We view the facts in the light that favors Munson. Henry v. Hulett, 969 F.3d 769, 774 (7th Cir. 2020) (en banc). Munson was housed at Lawrence Correctional Center starting in February 2017 (he has since been transferred to a different prison). While there, he saw rodents throughout, including in his cell. Munson submitted a grievance in mid-2018 about a "rodent and bug" problem at the prison. About two months later, an officer denied the grievance because Lawrence was paying outside exterminators to combat pests and check traps for rodents each month, and they had recently done so.

One time a mouse bit Munson, and medical staff treated him the same day. Early one morning in July 2018, while sleeping, he felt a "prick" on his hand, which began to bleed, and he discovered a mouse in his bed. Munson killed it and called for help. Officers then took him to the prison's medical unit for treatment of the bite. Munson brought the dead mouse with him and asked a nurse to test it for rabies, but she refused, stating that the unit did not test animals. The nurse evaluated the bite, cleaned it with antibiotic ointment, saw no signs of tetanus, and gave Munson additional ointment and bandages to take with him. Munson filed a grievance about the bite and his medical care, but a grievance officer denied it, again citing the exterminator visits.

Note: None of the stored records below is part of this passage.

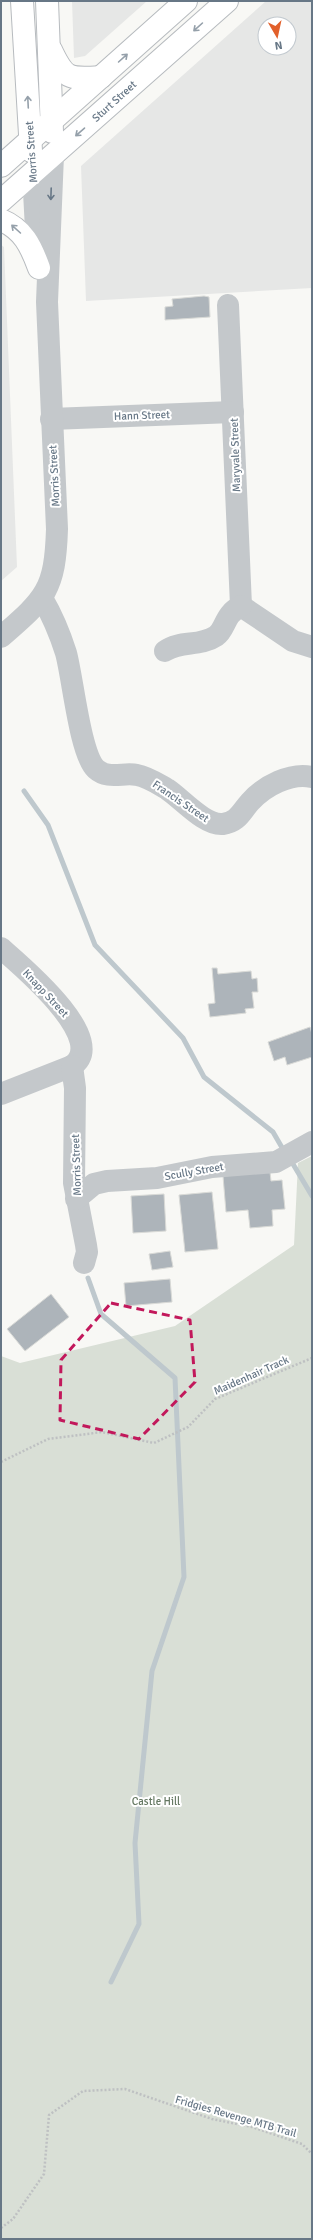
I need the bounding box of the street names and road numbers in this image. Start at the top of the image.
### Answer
street label: Sturt Street [89,78,139,125]
street label: Morris Street [23,121,40,183]
street label: Hann Street [114,408,170,423]
street label: Maryvale Street [228,418,243,492]
street label: Morris Street [46,445,63,507]
street label: Francis Street [150,778,212,825]
street label: Knapp Street [20,967,71,1020]
street label: Morris Street [69,1134,84,1196]
street label: Scully Street [164,1160,225,1183]
street label: Maidenhair Track [212,1353,291,1398]
street label: Fridgies Revenge MTB Trail [174,2093,298,2140]

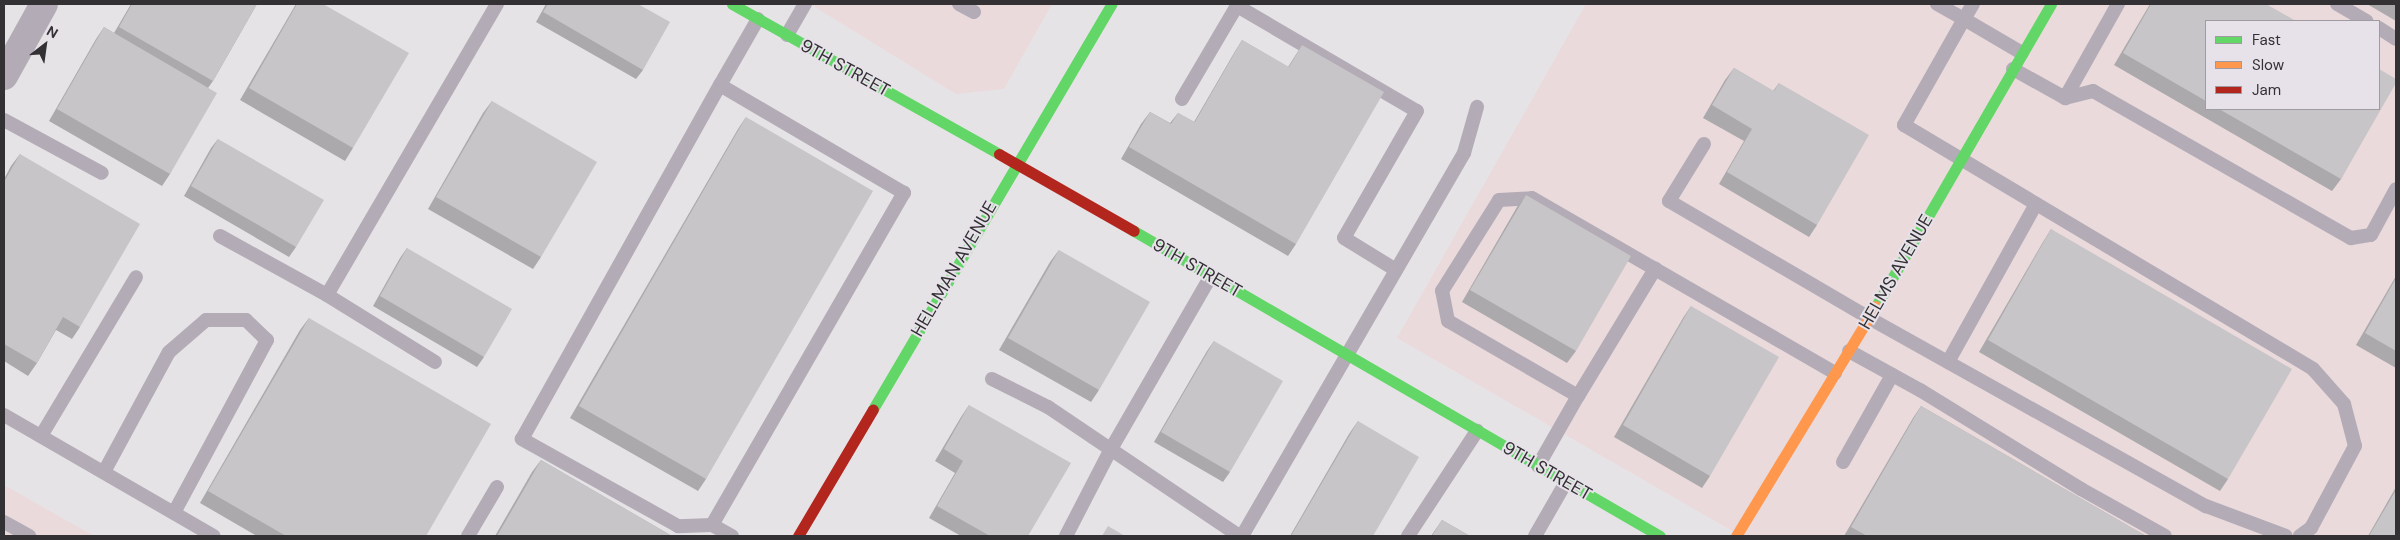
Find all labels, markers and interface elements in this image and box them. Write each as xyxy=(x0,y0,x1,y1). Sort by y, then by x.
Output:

Six days after the bite, Munson was moved to segregation for four weeks. Prison staff explain that Munson had asked to move to another prison and part of the protocol was to reassess his security risk. That required his isolation in segregation while his risk level was reclassified. (He did not end up transferring then.) On his second day there, Munson met with a therapist and complained of recurring nightmares about rodents. The therapist gave him a kit offering techniques to aid sleep. Munson asserts that the kit was ineffective in helping him sleep, but he did not report any further sleep issues to the therapist, who noted that she did not observe any mental-health consequences from Munson's time spent in segregation. In his remaining time in segregation, Munson says, he frequently saw insects entering his cell through the window and twice visited a nurse for treatment of insect bites, for which he was given hydrocortisone cream.

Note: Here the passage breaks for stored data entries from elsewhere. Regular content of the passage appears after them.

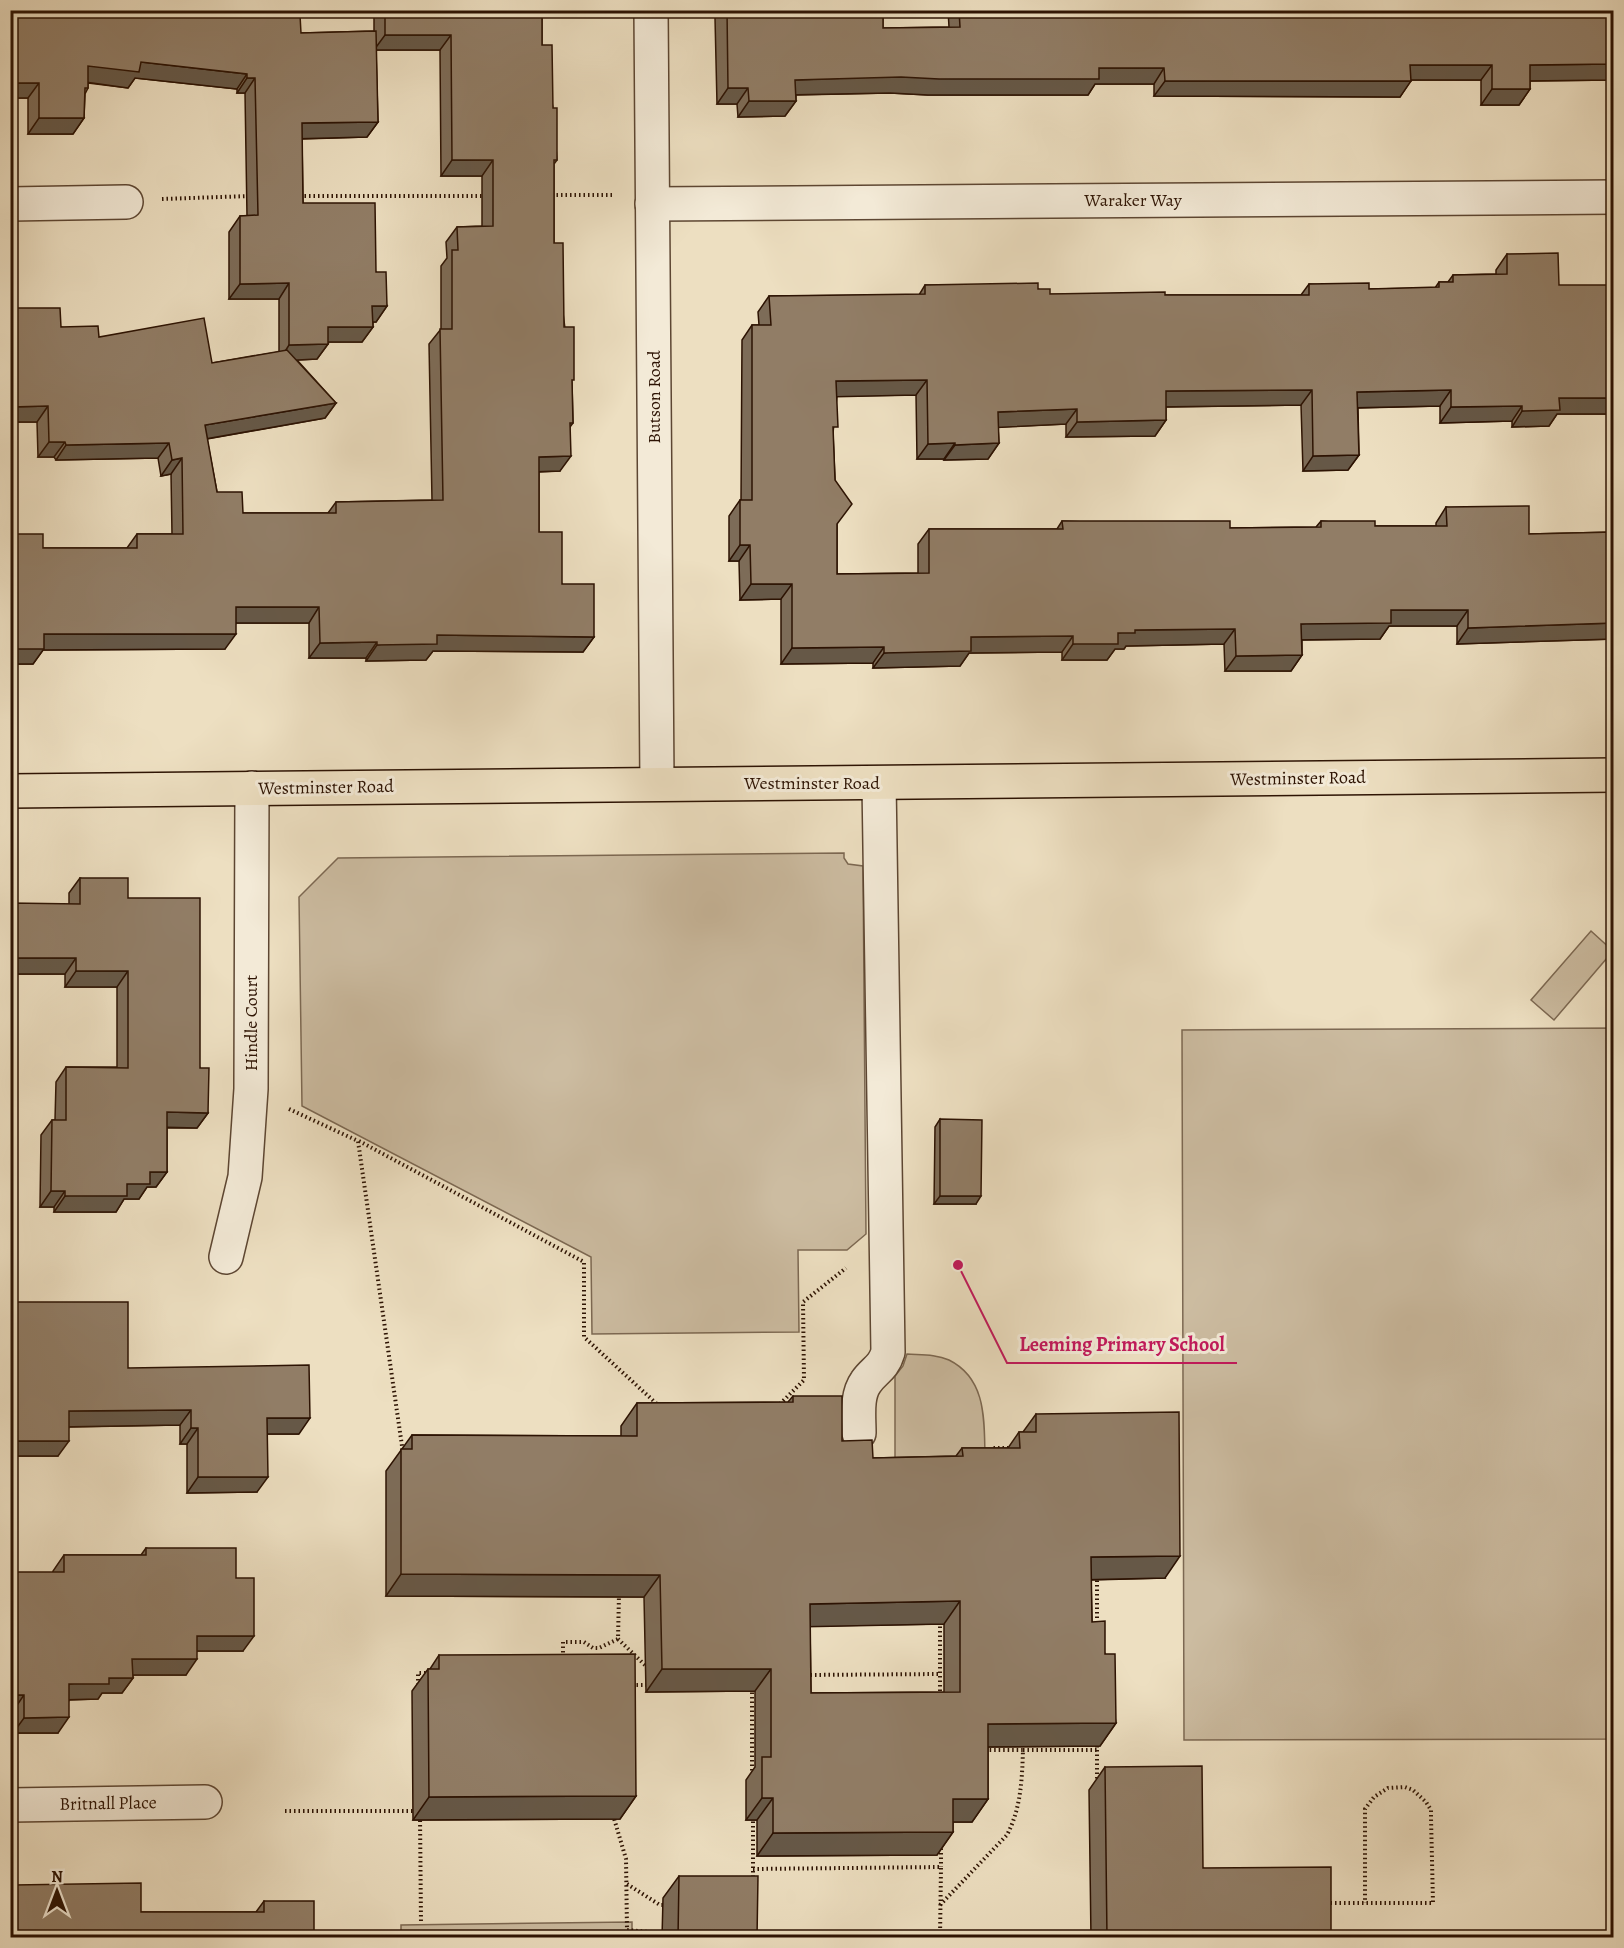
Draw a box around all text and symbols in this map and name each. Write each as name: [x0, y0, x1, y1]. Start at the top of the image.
street label: Waraker Way: [1083, 188, 1183, 212]
street label: Butson Road: [642, 350, 666, 444]
street label: Westminster Road: [1229, 765, 1366, 791]
street label: Westminster Road: [743, 771, 880, 795]
street label: Westminster Road: [257, 774, 394, 800]
street label: Hindle Court: [239, 975, 263, 1071]
callout: Leeming Primary School: [1007, 1325, 1237, 1363]
text: Leeming Primary School: [1019, 1331, 1226, 1358]
street label: Britnall Place: [59, 1790, 157, 1816]
north arrow: [27, 1861, 87, 1921]
text: N: [51, 1866, 63, 1888]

About two months after Munson returned to the general-population unit, in November 2018, he wrote a letter to Teresa Boose, an administrator who oversaw mental-health services at Lawrence. He complained of "stress" and "anxiety attacks" that he continued to suffer after the mouse bite. He placed the letter in a healthcare request box in his housing unit. Boose tells us that she never saw the letter's contents. She says that she first learned about Munson's complaints about his mental-health only after another administrator mentioned them at a meeting in June 2019, at which time she referred Munson to mental-health professionals for evaluation.

This suit came next. Munson argues that the defendants violated his Eighth Amendment rights by exposing him to pests and ignoring the adverse health effects of the infestation. He also asserted that the defendants violated the First Amendment by sending him to segregation in retaliation for his grievances about the pests and because he upset a nurse by bringing a dead mouse into the healthcare unit. After discovery, the court granted the defendants' motion for summary judgment. It ruled that Munson had not shown that the infestation was inhumane, that any defendant recklessly ignored a risk of serious harm to his health, or that his grievances led to his placement in segregation.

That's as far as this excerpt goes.